Einen letzten Bereich möchte ich vor dem Hintergrund der Terroranschläge vom 11. September ansprechen. Ich bin davon überzeugt, dass unser System – demokratischer Verfassungsstaat, soziale Marktwirtschaft und pluralistische Gesellschaft – auch heute und in Zukunft sich nicht von der kulturprägenden Kraft des Christentums ablösen lassen.

Es war der ausgeprägte Dualismus zwischen Kaiser und Papst, zwischen dem weltlichen und dem kirchlichen Regiment, zwischen Staat und Kirche, der die Reformation und europäische Aufklärung überhaupt erst ermöglichte. Luther hat in der Zwei-Reiche-Lehre den Staat vom kirchlichen Vormachtanspruch befreit und das Reich Christi von weltlichen Rücksichten freigehalten.

Dadurch, dass jedem Mensch als Geschöpf Gottes die gleiche Würde zusteht und dieser Dualismus Entwicklungsräume geschaffen hat, haben sich Aufklärung, Menschenrechtsdenken, Gewaltenteilung, Rechtsstaat und moderner Staat erst so bilden können, wie wir sie kennen.

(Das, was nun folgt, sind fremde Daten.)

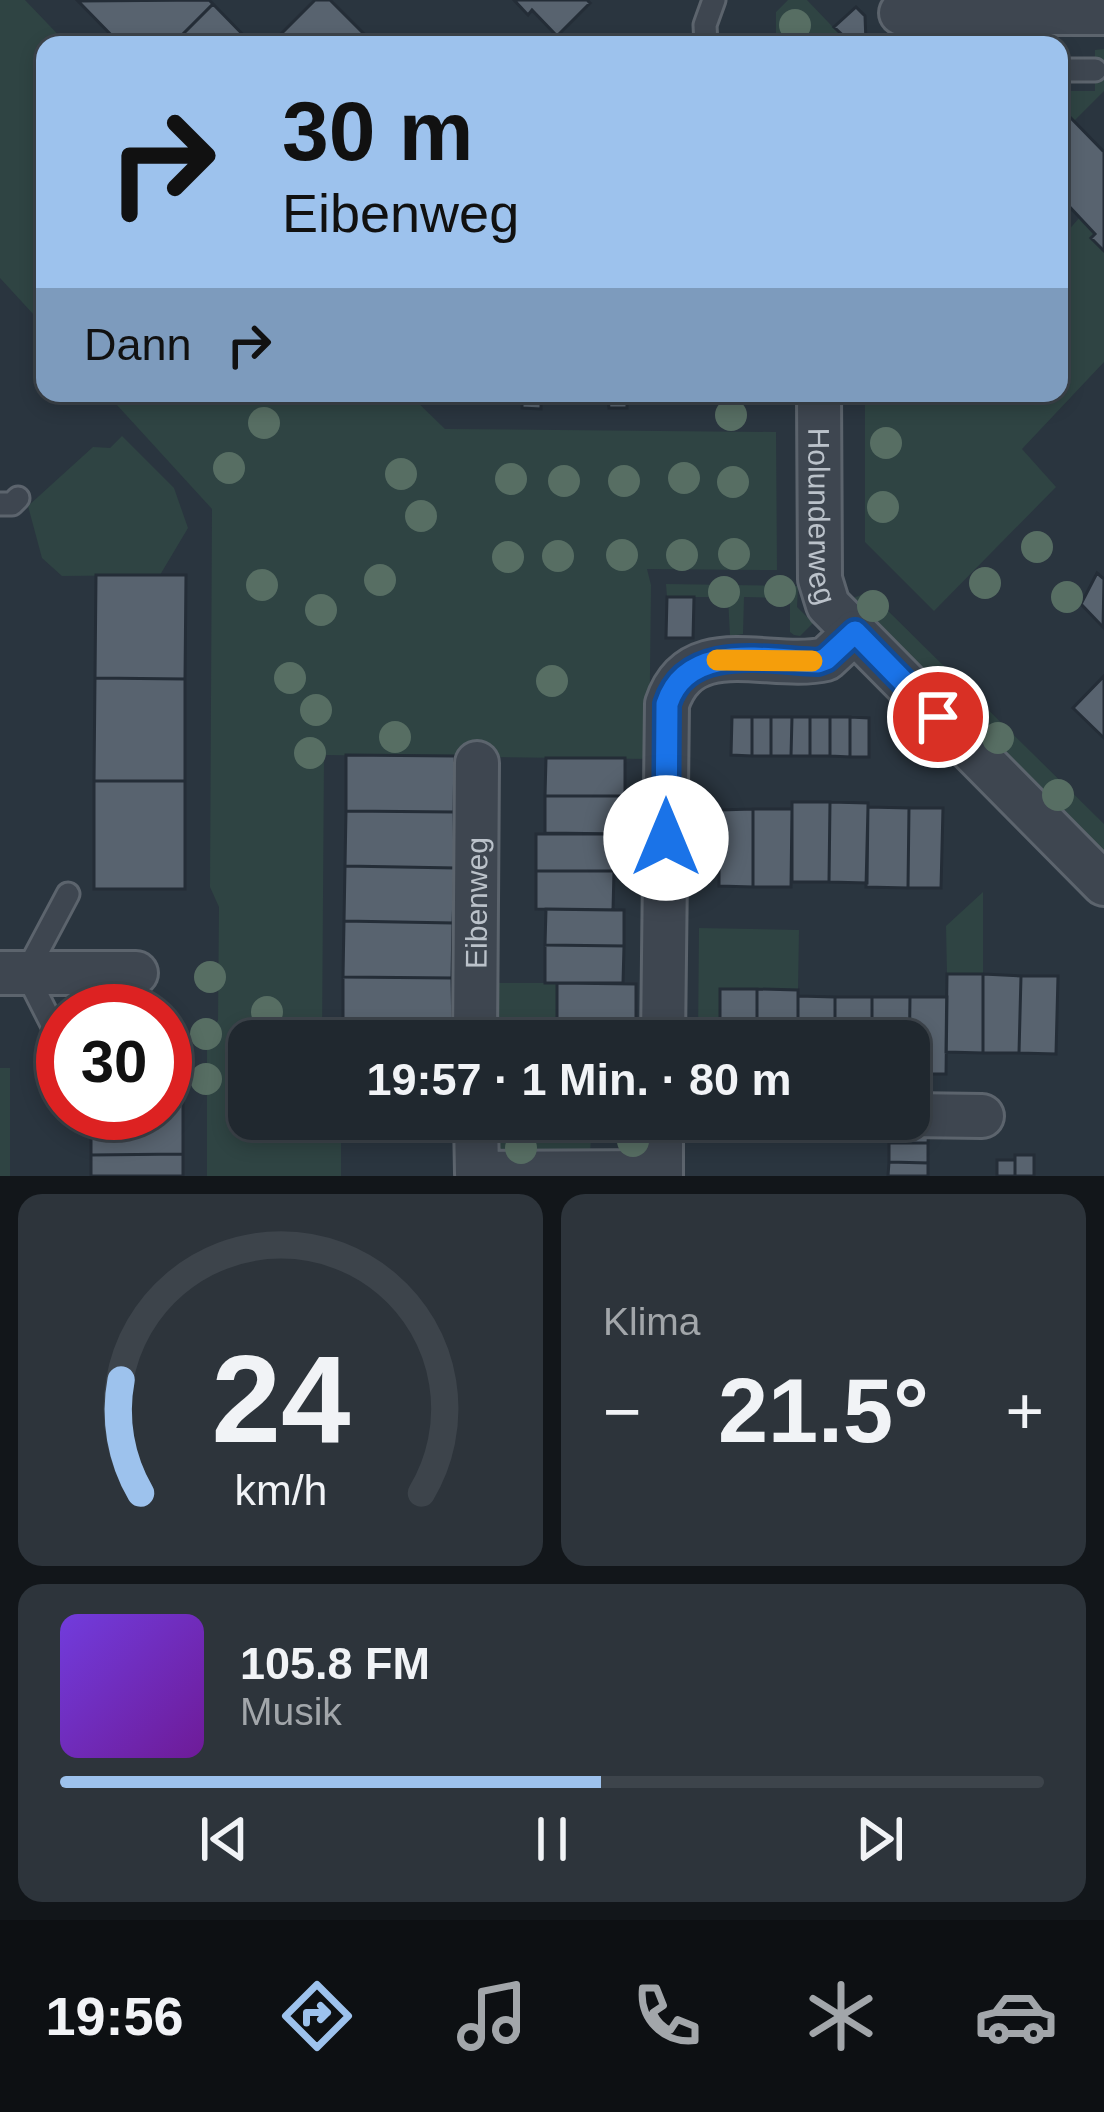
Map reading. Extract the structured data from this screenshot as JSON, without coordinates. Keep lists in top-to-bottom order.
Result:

Richtig ist auch: Unser Denken hat sich von diesen Wurzeln gelöst. Wir finden heute andere Begründungen. Aber ich bin zutiefst davon überzeugt: Wo das Christentum verschwindet, werden Religionen Platz greifen, die das Verhältnis von Religion und Politik viel enger definieren – wie etwa der Islam. Dann ist es aus mit dem weltanschaulich neutralen Staat. Oder die Politik wird sich religiös aufladen, wie wir es im letzten Jahrhundert kennengelernt haben. Denn wohin sollen sich die Erwartungen richten, die wir dem religiösen Lebensbezirk zuordnen?

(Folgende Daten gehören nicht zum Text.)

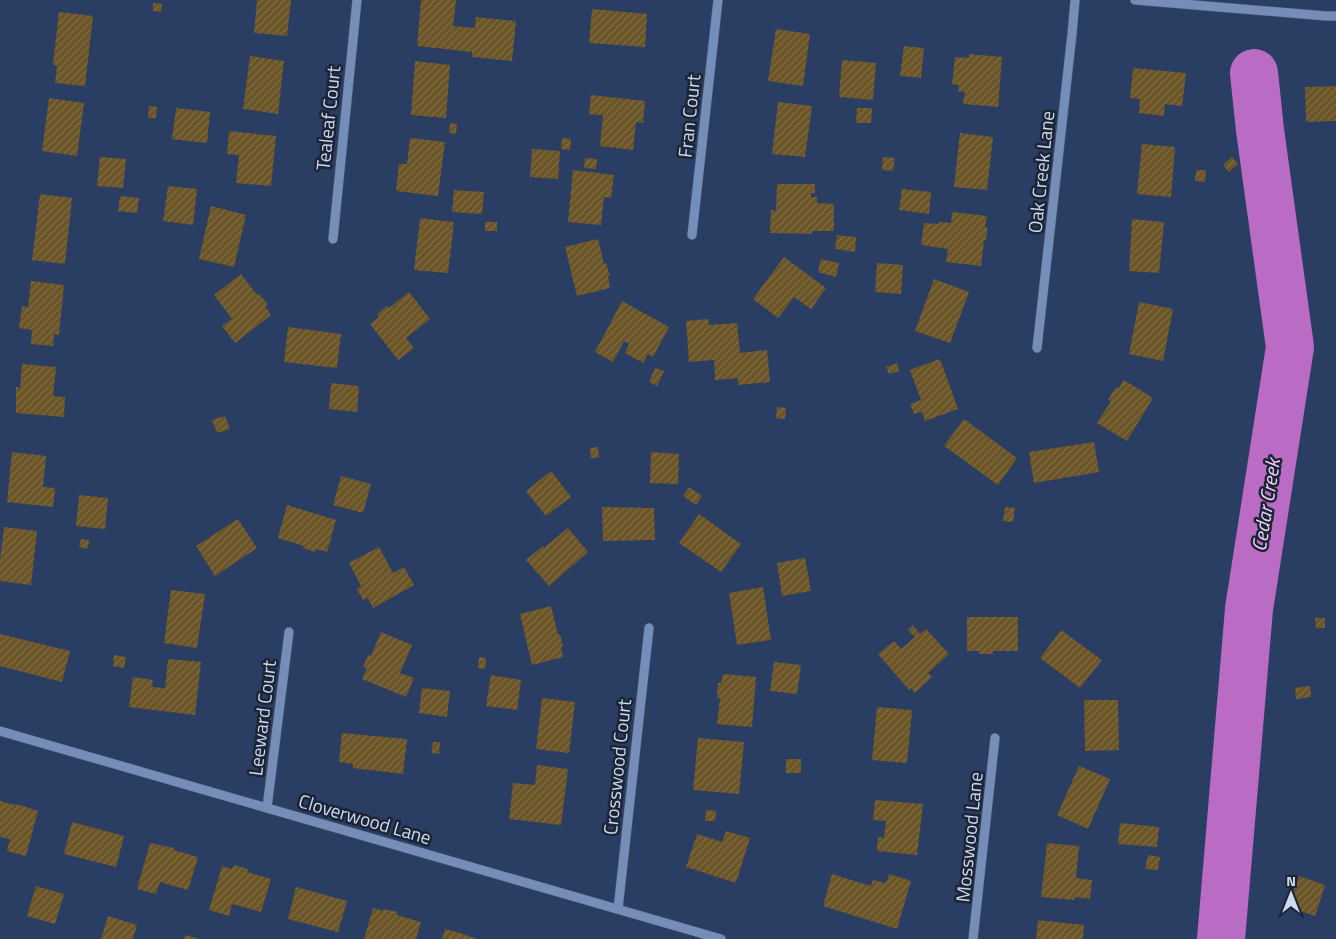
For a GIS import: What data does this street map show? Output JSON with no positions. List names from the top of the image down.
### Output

Und schon in kurzer Frist wird sich vermutlich ein Problem einstellen, auf das zu Recht zunehmend hingewiesen wird. Ich will es mit Günter Rohrmoser formulieren:

„Wie wollen wir in den Weltdialog der Religionen und ihrer Kulturen eintreten, wenn wir selbst nichts einzubringen haben?“

Hier geht es, um es konkret zu sagen, um die Integrationskraft unserer Gesellschaft im Zusammenhang mit der Zuwanderung, die wir bereits jetzt erleben und die wir im Zuge unserer eigenen dramatisch alternden und schrumpfenden Gesellschaft aktiv betreiben müssen.

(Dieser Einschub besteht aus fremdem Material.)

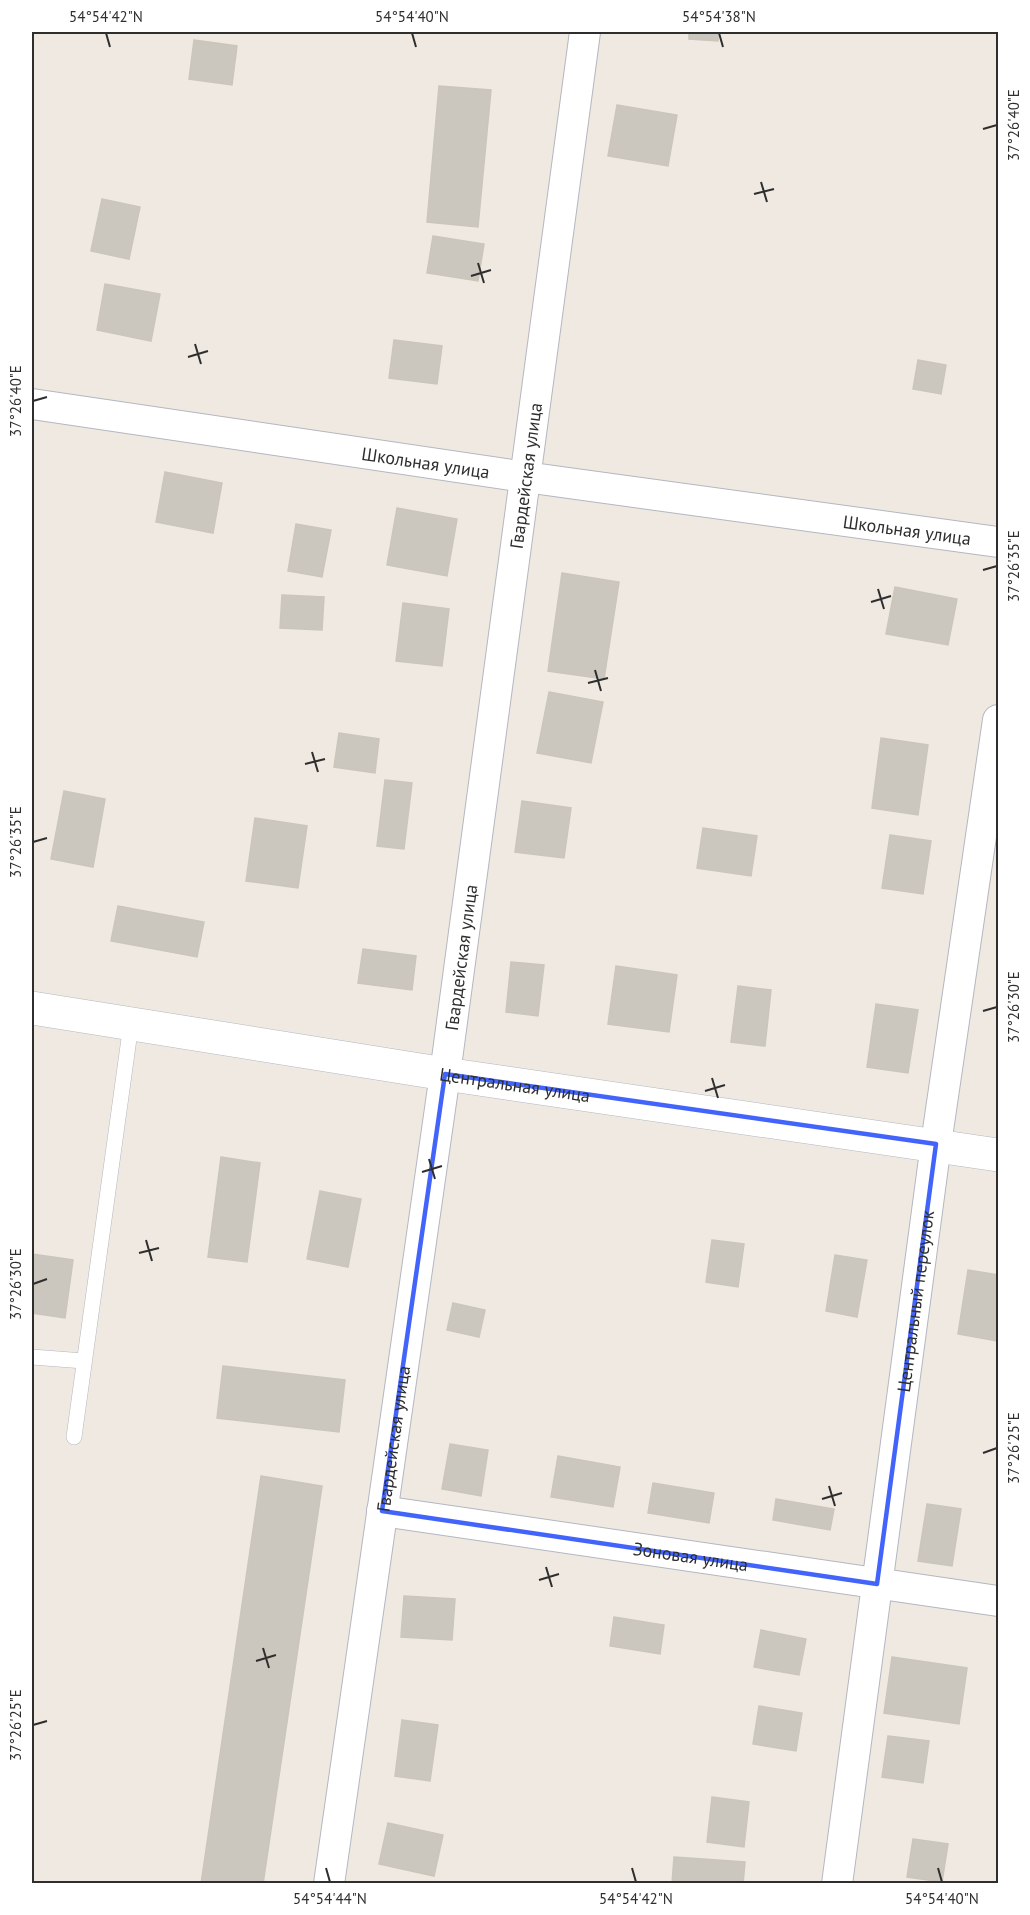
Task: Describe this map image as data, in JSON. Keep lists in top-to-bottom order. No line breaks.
{"streets":{"street":["Школьная улица","Гвардейская улица","Центральная улица","Центральный переулок","Зоновая улица"]},"crossings":[["Школьная улица","Гвардейская улица"],["Гвардейская улица","Центральная улица"],["Гвардейская улица","Зоновая улица"],["Центральная улица","Центральный переулок"],["Центральный переулок","Зоновая улица"]],"coordinates":["54°54'42\"N","54°54'40\"N","54°54'38\"N","37°26'40\"E","37°26'35\"E","37°26'30\"E","37°26'25\"E","54°54'44\"N"]}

Rohrmoser macht das mit einem einprägsamen Beispiel deutlich. Ich zitiere noch einmal:

„Was soll denn ein jugendlicher Deutscher einem jungen Türken noch mitzuteilen haben, wenn er kein Vaterland, keinen Glauben, keine sittlichen Überzeugungen hat, während der prachtvolle junge Türke dies alles selbstbewusst vertritt und nicht im Traum daran denkt, es im Diskurs zur Disposition zu stellen? Wir entziehen mit der Zerstörung unserer kulturellen Identität paradoxerweise sogar einer möglichen multikulturellen Gesellschaft die Grundlagen.“ Soweit Rohrmoser.

(Anrede)

Ich meine es ist hinreichend deutlich geworden, wie provozierend die Kraft des „C“ für Staat und Gesellschaft tatsächlich ist. Das Christentum gefährdet weder die Unabhängigkeit des Staates noch überschreitet es die Kompetenz des eigenen geistlichen Bereiches, wenn es seinen Wahrheitsanspruch formuliert. Eher im Gegenteil. Aber es darf und muss stören, provozieren, damit es wahrgenommen wird und zum Nachdenken anregt. Salz der Erde wird man nicht dadurch, dass man – bildlich gesprochen – im Salzstreuer verharrt. Es muss schon überall zu schmecken sein.

Der EAK hat wie eh und je die Aufgabe als Vermittler aus dem Raum der Kirche in die Politik und von der Politik in die Kirche hinein zu wirken. Anlässe und Themen gibt es, wie wir gesehen haben, in Fülle. Deshalb wünsche ich Ihnen und uns weiterhin viel Erfolg bei der Arbeit an einer wichtigen Schnittstelle zwischen – wie Martin Luther sagt – geistlichem und weltlichem Regiment.

Und für heute erstmal eine schöne Geburtstagsfeier Ihnen und uns allen.